Hugh Reed hit the stage and I recognised him from the recently released Trainspotting. He was the guy in the nightclub scene who tries to hit on Kelly McDonald but she downs both their drinks and leaves with Renton. With funny, catchy songs, like ‘Six to Wan’ and ‘I’ve Just Had My Car Nicked’, they blew the roof of the place with their unique brand of Glaswegian punk-pop. The absolute highlight though was a quick change cover of Johnny Cash’s ’25 Minutes to Go’, replete with Hugh in a different outfit for every verse, a body-builder in a kilt and a midget breakdancing together. As I type that it sounds impossible, yet I’m almost certain it did actually happen. The 90’s were brilliant!
Steve Earle- Southern Fried 2014
I’ve seen a lot of great gigs at Perth’s Southern Fried Festival, but Steve Earle’s solo acoustic set is still my highlight. For a start, he had one of the greatest support acts I’ve ever seen in the form of up and coming country singer-songwriter Sturgill Simpson. With a voice that made Waylon Jennings sound like George Formby, he electrified the audience with his version of ‘Medicine Springs’.

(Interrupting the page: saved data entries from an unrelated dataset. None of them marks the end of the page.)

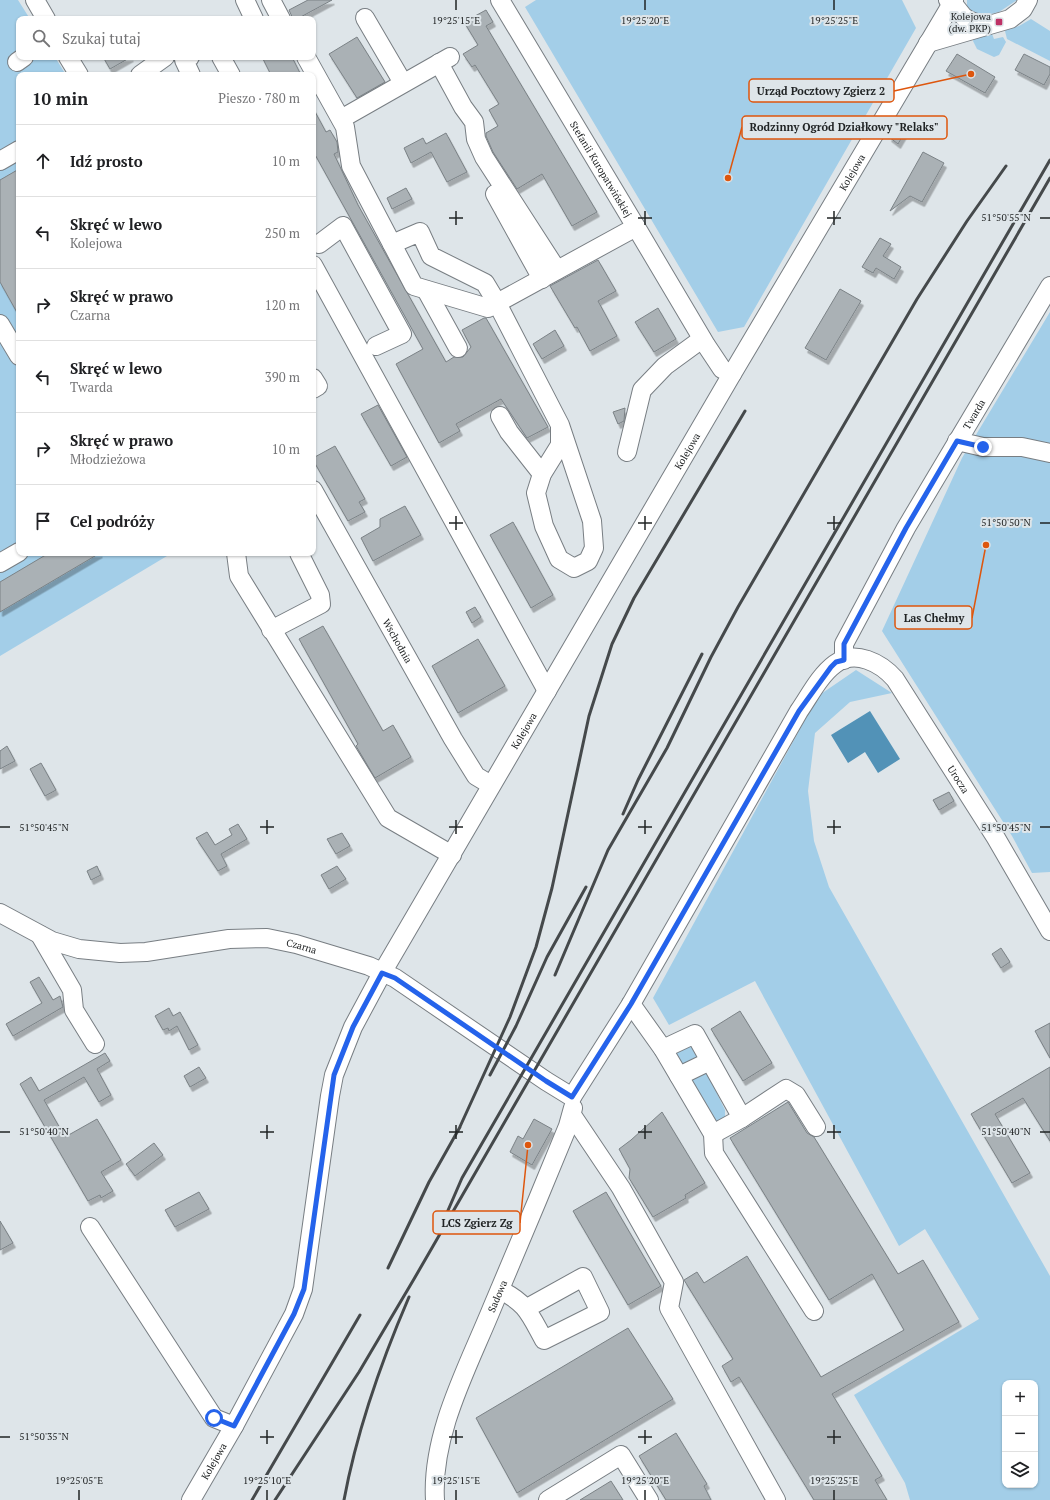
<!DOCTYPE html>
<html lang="pl">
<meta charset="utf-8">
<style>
body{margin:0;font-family:"PT Serif",serif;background:#f6f6f6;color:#202124}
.controls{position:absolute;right:12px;bottom:12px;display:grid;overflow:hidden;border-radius:8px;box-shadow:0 1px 3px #0004}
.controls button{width:36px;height:36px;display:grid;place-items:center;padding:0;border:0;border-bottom:1px solid #e0e0e0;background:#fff;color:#202124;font:20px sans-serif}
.stop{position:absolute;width:12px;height:12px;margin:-9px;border:3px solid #2563eb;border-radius:50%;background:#fff}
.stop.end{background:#2563eb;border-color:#fff;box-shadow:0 1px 4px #0008}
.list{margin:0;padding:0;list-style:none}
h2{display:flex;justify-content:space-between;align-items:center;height:52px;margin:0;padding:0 16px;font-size:17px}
h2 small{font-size:13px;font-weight:400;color:#757577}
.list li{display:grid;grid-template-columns:26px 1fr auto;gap:12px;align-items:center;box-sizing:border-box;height:72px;padding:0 16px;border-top:1px solid #e0e0e0}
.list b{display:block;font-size:15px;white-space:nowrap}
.list p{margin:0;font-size:13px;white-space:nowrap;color:#757577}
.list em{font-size:13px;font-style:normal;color:#757577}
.icon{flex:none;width:22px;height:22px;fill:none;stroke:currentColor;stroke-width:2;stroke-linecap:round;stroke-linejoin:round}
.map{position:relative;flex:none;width:1050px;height:1500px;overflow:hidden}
.search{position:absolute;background:#fff;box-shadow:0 1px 3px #0004;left:16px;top:16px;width:300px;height:44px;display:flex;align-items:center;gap:10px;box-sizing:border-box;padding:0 14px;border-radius:8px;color:#757577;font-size:15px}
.panel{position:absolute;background:#fff;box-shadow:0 1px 3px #0004;left:16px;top:72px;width:300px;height:484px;border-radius:8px}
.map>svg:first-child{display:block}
.green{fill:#a3cee8;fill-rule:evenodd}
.water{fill:#5292b7}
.building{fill:#aab1b5;stroke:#7b8286;filter:url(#shadow)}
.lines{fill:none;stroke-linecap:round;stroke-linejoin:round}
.minor-casing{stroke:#787e83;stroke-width:20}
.minor{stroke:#fff;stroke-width:18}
.rail{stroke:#45494b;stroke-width:3}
.route{stroke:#2563eb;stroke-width:5}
.ticks{fill:none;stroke:#212425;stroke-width:1.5}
.poi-dot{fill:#be3165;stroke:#dee5e9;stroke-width:1.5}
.labels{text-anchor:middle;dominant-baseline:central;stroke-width:4;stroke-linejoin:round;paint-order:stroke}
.poi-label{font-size:10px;fill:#212425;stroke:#dee5e9;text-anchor:end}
.street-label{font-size:10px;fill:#212425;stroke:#dee5e9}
.ticks-label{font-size:10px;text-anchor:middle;fill:#212425;stroke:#dee5e9;stroke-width:4;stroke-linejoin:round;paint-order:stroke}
.leader{fill:none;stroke:#de560d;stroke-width:1.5}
.callout-dot{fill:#de560d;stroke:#dee5e9;stroke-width:1.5}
.callout{fill:#dee5e9;stroke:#de560d;stroke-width:1.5}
.callout-label{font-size:11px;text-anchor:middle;font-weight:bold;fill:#212425}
</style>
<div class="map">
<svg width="1050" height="1500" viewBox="0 0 1050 1500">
<defs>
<filter id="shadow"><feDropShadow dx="2.5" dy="4.5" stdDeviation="0" flood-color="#0004"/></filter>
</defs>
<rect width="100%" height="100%" fill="#dee5e9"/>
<path class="green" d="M0 0H18L30 19H19V57H55L66 75H19V553H172L0 656Z
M536 0H902L916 28 744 327 718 332 525 7Z
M967 0H1017L999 12 978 17 967 9Z
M1031 19 1050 31V61L1007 39 1005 31 1006 30 1019 26Z
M992 34 994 39 1003 37 1006 42 999 55 994 57 977 49 973 41 974 38Z
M1050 312V872L1032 873 1012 836 882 631 962 458Z
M856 670 892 693 850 702 815 733 808 791 814 841 829 887 1050 1276V1500H910L905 1483 854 1395 979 1319 925 1229 899 1246 755 981 669 1025 653 998 818 696ZM1005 1383H1035V1485H1005Z
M691 1042 699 1059 683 1068 674 1051Z
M700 1070 707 1073 725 1110V1117L719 1122 711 1120 690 1080Z"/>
<path class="water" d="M870 711 900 759 878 773 865 752 848 763 831 735Z"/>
<path class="building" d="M308 0H332L297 19H293L289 10Z
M486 10 493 22 486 26 597 212 572 226 542 174 517 189 493 152 486 136V133L498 126 489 110 499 104 475 65 472 67 463 54 478 45 464 22Z
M357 37 385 82 357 98 329 54Z
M957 54 995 77 985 93 946 71Z
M1024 54 1050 67V74L1044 85 1015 70Z
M103 57H131L110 69Z
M262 57H292L301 75H271Z
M313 108 326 132 330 130 337 142 338 152 334 154 358 205 446 362 454 357H463L471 347 462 330 484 318H486L548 427 527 438 501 399 456 424 460 431 439 443 396 364 423 349 313 151Z
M895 127 905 132 898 144 889 137Z
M446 133 467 172 447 182 431 152 411 163 404 148 423 138 426 144Z
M923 152 944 163 922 202 910 196 890 211Z
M19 169V316L0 282V180Z
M406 188 412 199 392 209 387 198Z
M880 238 891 244 883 256 901 267 894 279 876 268 873 273 862 267Z
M598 260 616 291 598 301 617 336 590 351 577 327 575 328 550 286Z
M840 289 861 301 826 360 805 348Z
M658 308 676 339 654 352 635 322Z
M555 330 564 346 542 359 533 344Z
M378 405 407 457 391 466 361 414Z
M625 408 624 421 618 424 613 412Z
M335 446 365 499 359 502 365 512 348 521 313 460V458Z
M405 506 421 535 373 561 361 538 380 527V519Z
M513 522 553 595 531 608 490 535Z
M49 553H100L0 612V582Z
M475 607 481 617 472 623 466 612Z
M323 626 383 731 393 725 411 757 375 778 356 746 358 744 299 639Z
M478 639 505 686 458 713 432 666Z
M7 746 15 761 0 769V751Z
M41 763 56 790 45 796 30 769Z
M949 792 954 801 939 810 933 800Z
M238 824 247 839 221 854 227 866 218 871 196 838 207 832 215 845 232 835 229 829Z
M342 833 350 846 336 854 327 839Z
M97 866 101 875 91 880 87 871Z
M337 866 346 879 329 889 321 875Z
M1001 948 1010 962 1001 968 992 954Z
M39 977 53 1000 60 996 63 1007 13 1036 6 1024 42 1003 30 982Z
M169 1008 173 1016 180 1012 198 1045 189 1050 177 1026 169 1031 168 1028 163 1030 155 1016Z
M740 1011 772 1063 743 1081 711 1029Z
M1050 1023V1058L1035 1031Z
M105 1053 110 1061 97 1069 111 1095 99 1102 84 1077 44 1100 65 1137 97 1119 121 1160 101 1172 113 1191 101 1198 100 1195 88 1201 20 1084 31 1077 39 1091Z
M199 1067 206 1078 190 1087 184 1076Z
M1050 1067V1141L1023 1098 995 1114 1030 1173 1012 1183 971 1114Z
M788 1102 807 1133 814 1137 898 1274 923 1260 959 1322 832 1394 882 1476 875 1480 887 1500H814L739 1377 731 1382 722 1366 733 1359 684 1280 697 1272 704 1283 747 1256 821 1377 904 1330 872 1274 829 1300 730 1138Z
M662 1112 705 1183 685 1195 686 1198 653 1217 629 1178 630 1169 619 1149 631 1140Z
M534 1119 552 1129 532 1165 510 1152 518 1136 523 1139Z
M154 1143 163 1155 135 1176 126 1164Z
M199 1192 209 1209 175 1227 165 1210Z
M606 1192 661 1286 628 1305 573 1211Z
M0 1221 13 1243 0 1250Z
M628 1328 673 1399 517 1493 476 1418Z
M676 1433 707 1484 704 1486 711 1500H666L639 1456Z
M611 1481 623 1500H580Z"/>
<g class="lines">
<defs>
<g id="minor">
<path d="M35 0 46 19"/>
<path d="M245 0 254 19"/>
<path d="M271 0 281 19"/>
<path id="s1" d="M500 0 636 227 706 345 722 369 732 374"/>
<path d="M948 0C955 4 958 11 964 17 970 22 978 24 986 25"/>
<path d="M365 18 403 83"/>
<path d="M928 43 1010 19 1023 9 1028 0"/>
<path d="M68 57 79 75"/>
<path d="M190 57 184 60 191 75"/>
<path d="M221 57 231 75"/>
<path d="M306 57 345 127 351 166 414 286 488 308 636 227"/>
<path d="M17 62 24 57"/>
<path d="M439 63 463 107 474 122 476 139 484 157 557 270"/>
<path d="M140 75 165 57"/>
<path d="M341 119 450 57"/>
<path d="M0 161 19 150"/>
<path d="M495 194 542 279"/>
<path d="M319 244 343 226 402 334 376 346"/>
<path d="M392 244 420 232 431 256 485 283 497 303 560 425V445L542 474 536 493 544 526 559 559 574 568 588 561 594 548 592 521 560 425"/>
<path d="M313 265 547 691"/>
<path d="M426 290 458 348"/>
<path d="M0 324 19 356"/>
<path d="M313 378 318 386 313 389"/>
<path d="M500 416 509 432 542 474"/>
<path d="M957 441 983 447H1022L1050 453"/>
<path d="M627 452 642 390 665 366 702 339"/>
<path id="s2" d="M313 490 453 739 476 776 491 785"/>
<path d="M236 553 239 576 388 818 452 855"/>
<path d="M0 563 19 552"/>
<path d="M271 630 321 604 320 595 299 553"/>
<path id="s3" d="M844 660V644L906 528 1050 286"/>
<path id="s4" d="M0 913 52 941 79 949 120 953 146 952 229 939 267 938 296 944 369 966 395 978 546 1081 572 1097"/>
<path d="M40 935 72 990 74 1010 95 1044"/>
<path d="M631 1004 663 1049 713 1134 714 1153 814 1311"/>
<path d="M663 1049 695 1034 742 1118 713 1134"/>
<path d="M679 1076 710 1061"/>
<path id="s5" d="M572 1097 631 1004 799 711C810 695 820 675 835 664 855 649 881 663 895 679L996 838 1050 931"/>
<path d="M572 1115 621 1188 674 1282 669 1308 776 1500"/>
<path d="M742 1118 786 1089 796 1095 816 1127"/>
<path d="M90 1227 214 1418 234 1426"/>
<path d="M500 1290C527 1303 530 1315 544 1340L600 1312 583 1277 527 1308"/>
<path id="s6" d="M191 1500 234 1426 294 1314 303 1289 330 1096 334 1075 353 1027 382 973 732 374 954 0"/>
<path id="s7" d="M435 1500C431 1434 468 1367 492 1308 518 1247 543 1187 568 1126L573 1108"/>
<path d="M548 1500 621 1455 649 1500"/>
</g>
</defs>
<use href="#minor" class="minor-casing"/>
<use href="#minor" class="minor"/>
<path class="rail" d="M623 814 638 780 702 654
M555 975 608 850 667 748 711 657 738 607 917 299 967 221 1006 166
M490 1075 516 1026 547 957 586 887
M458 1131 510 1017 536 947 552 888 589 716 612 644 634 598 745 411
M446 1215 462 1178 1050 160
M388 1268 429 1182 460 1127
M252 1500 360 1315
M275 1500 359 1372 414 1279 1050 178
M344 1500C357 1430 381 1362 409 1297"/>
</g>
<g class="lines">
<path class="route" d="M214 1418 234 1426 294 1314 304 1289 334 1075 353 1027 382 973 395 978 546 1081 572 1097 631 1004 799 711 831 667 836 662 844 660V644L906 528 957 441 983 447"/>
</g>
<path class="ticks" d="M456 0V10M645 0V10M834 0V10M456 211V225M645 211V225M834 211V225M449 218H463M638 218H652M827 218H841M1040 218H1050M456 516V530M645 516V530M834 516V530M449 523H463M638 523H652M827 523H841M1040 523H1050M267 820V834M456 820V834M645 820V834M834 820V834M0 827H10M260 827H274M449 827H463M638 827H652M827 827H841M1040 827H1050M267 1125V1139M456 1125V1139M645 1125V1139M834 1125V1139M0 1132H10M260 1132H274M449 1132H463M638 1132H652M827 1132H841M1040 1132H1050M267 1430V1444M456 1430V1444M645 1430V1444M834 1430V1444M0 1437H10M260 1437H274M449 1437H463M638 1437H652M827 1437H841M79 1490V1500M267 1490V1500M456 1490V1500M645 1490V1500M834 1490V1500"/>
<rect class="poi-dot" x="995" y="18" width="8" height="8" rx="2"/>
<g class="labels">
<g class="poi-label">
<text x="991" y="16">Kolejowa<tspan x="991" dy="12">(dw. PKP)</tspan></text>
</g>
<g class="street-label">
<text stroke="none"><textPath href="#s1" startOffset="197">Stefanii Kuropatwińskiej</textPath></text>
<text stroke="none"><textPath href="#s6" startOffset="1497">Kolejowa</textPath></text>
<text stroke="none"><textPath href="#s3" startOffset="280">Twarda</textPath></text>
<text stroke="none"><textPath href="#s6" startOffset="1173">Kolejowa</textPath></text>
<text stroke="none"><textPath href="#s2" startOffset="173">Wschodnia</textPath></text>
<text stroke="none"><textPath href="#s6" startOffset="849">Kolejowa</textPath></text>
<text stroke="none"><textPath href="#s5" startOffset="694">Urocza</textPath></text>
<text stroke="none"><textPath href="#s4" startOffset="312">Czarna</textPath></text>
<text stroke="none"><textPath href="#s7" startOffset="215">Sadowa</textPath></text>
<text stroke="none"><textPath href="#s6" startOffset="45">Kolejowa</textPath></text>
</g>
</g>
<g class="ticks-label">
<text x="456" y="24">19°25'15"E</text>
<text x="645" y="24">19°25'20"E</text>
<text x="834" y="24">19°25'25"E</text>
<text x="1006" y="221">51°50'55"N</text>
<text x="1006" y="526">51°50'50"N</text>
<text x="44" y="831">51°50'45"N</text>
<text x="1006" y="831">51°50'45"N</text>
<text x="44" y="1135">51°50'40"N</text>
<text x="1006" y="1135">51°50'40"N</text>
<text x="44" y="1440">51°50'35"N</text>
<text x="79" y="1484">19°25'05"E</text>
<text x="267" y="1484">19°25'10"E</text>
<text x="456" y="1484">19°25'15"E</text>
<text x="645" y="1484">19°25'20"E</text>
<text x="834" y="1484">19°25'25"E</text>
</g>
<path class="leader" d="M971 74L894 91M728 178L742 127M986 545L972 618M528 1145L520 1223"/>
<g class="callout-dot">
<circle cx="971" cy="74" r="4"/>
<circle cx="728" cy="178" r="4"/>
<circle cx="986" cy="545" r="4"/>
<circle cx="528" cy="1145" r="4"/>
</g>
<g class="callout">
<rect x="749" y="79" width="145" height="23" rx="4"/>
<rect x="742" y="116" width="205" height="23" rx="4"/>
<rect x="895" y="606" width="77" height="23" rx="4"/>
<rect x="433" y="1211" width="87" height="23" rx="4"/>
</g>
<g class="callout-label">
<text x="821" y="95">Urząd Pocztowy Zgierz 2</text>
<text x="844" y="131">Rodzinny Ogród Działkowy "Relaks"</text>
<text x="934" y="622">Las Chełmy</text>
<text x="477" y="1227">LCS Zgierz Zg</text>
</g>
</svg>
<div class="controls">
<button>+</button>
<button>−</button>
<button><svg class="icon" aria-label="layers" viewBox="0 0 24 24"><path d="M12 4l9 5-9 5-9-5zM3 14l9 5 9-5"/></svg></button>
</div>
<div class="stop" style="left:214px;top:1418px"></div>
<div class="stop end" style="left:983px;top:447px"></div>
<div class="search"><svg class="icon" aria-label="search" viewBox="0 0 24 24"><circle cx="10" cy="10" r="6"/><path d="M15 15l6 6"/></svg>Szukaj tutaj</div>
<section class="panel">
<h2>10 min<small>Pieszo · 780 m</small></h2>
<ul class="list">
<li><svg class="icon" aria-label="ahead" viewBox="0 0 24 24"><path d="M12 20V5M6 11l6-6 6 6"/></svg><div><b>Idź prosto</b></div><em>10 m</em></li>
<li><svg class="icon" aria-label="left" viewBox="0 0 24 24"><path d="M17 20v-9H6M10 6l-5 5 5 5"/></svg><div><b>Skręć w lewo</b><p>Kolejowa</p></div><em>250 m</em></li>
<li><svg class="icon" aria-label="right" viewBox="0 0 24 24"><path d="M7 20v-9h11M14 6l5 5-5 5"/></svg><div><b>Skręć w prawo</b><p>Czarna</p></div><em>120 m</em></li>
<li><svg class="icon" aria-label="left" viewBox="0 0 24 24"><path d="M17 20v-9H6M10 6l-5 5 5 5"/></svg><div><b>Skręć w lewo</b><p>Twarda</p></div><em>390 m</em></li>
<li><svg class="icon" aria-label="right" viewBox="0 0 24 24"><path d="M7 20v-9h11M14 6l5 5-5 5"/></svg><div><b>Skręć w prawo</b><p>Młodzieżowa</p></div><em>10 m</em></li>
<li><svg class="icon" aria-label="arrive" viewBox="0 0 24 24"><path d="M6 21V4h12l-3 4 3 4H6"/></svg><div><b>Cel podróży</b></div></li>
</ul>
</section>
</div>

At the time of the gig, I’d just finished binge-watching ‘The Wire’ (Steve performed the Theme and acted in season five) on DVD, and it was weird to see Bubbles AA sponsor in concert. Earle continues the legacy of rebel country, pioneered by the likes of Johnny Cash and Merle Haggard. He thrilled the audience with acoustic versions of some of his greatest songs including ‘Copperhead Road’, ‘The Mountain’, and ‘My Old Friend the Blues’. What really made it special though was the between song banter, where he gave the story behind the songs he was playing. This summer Steve Earle is coming back to Perth, with his band The Dukes, as part of 2018’s Southern Fried. More info here.
Edwyn Collins- Perth Theatre
Edwyn Collins has been one of my favourite singers since I was 14 years old and I bought his song ‘If You Could Love Me’ on cd single. I even carved ‘Edwyn Collins is the future’ on a table in the common room at Perth High School with a compass. Just weeks later Edwyn’s song ‘Girl Like You’ went on to become a worldwide smash hit. Now, I’m not claiming that I’m some sort of musical Nostradamus, but there's this groovy little beat-combo from Liverpool called The Beatles that I have a good feeling about.
I even carved ‘Edwyn Collins is the future’ on a table in the common room at Perth High School with a compass. Collins suffered two cerebral haemorrhages in 2005, but with the love and support of his wife Grace Maxwell and his son William, he resumed his musical career just two years later. He released his first album of material recorded post-illness in 2010, with the tremendous ‘Losing Sleep’. It was around this time that I saw him playing at Perth Theatre and it remains my favourite gig to date. There was something really special about seeing my favourite singer, who at one stage I thought would never perform again, play live in an intimate setting just minutes walk from my house.
As well as playing tracks from his new album, we were treated to some of the best songs from his solo career and his band Orange Juice. ‘Rip it up’, ‘Falling and Laughing’ and ‘Girl Like You’ went down like gangbusters, and Edwyn played a few bars of ‘The Campaign for Real Rock’ when I requested it! I even stuffed the pockets of my coats with Edwyn Collins CD's, and my friend Ross and I waited in the Theatre bar after the gig in the hope that I could get them signed. I didn't. Oh well, chips then home.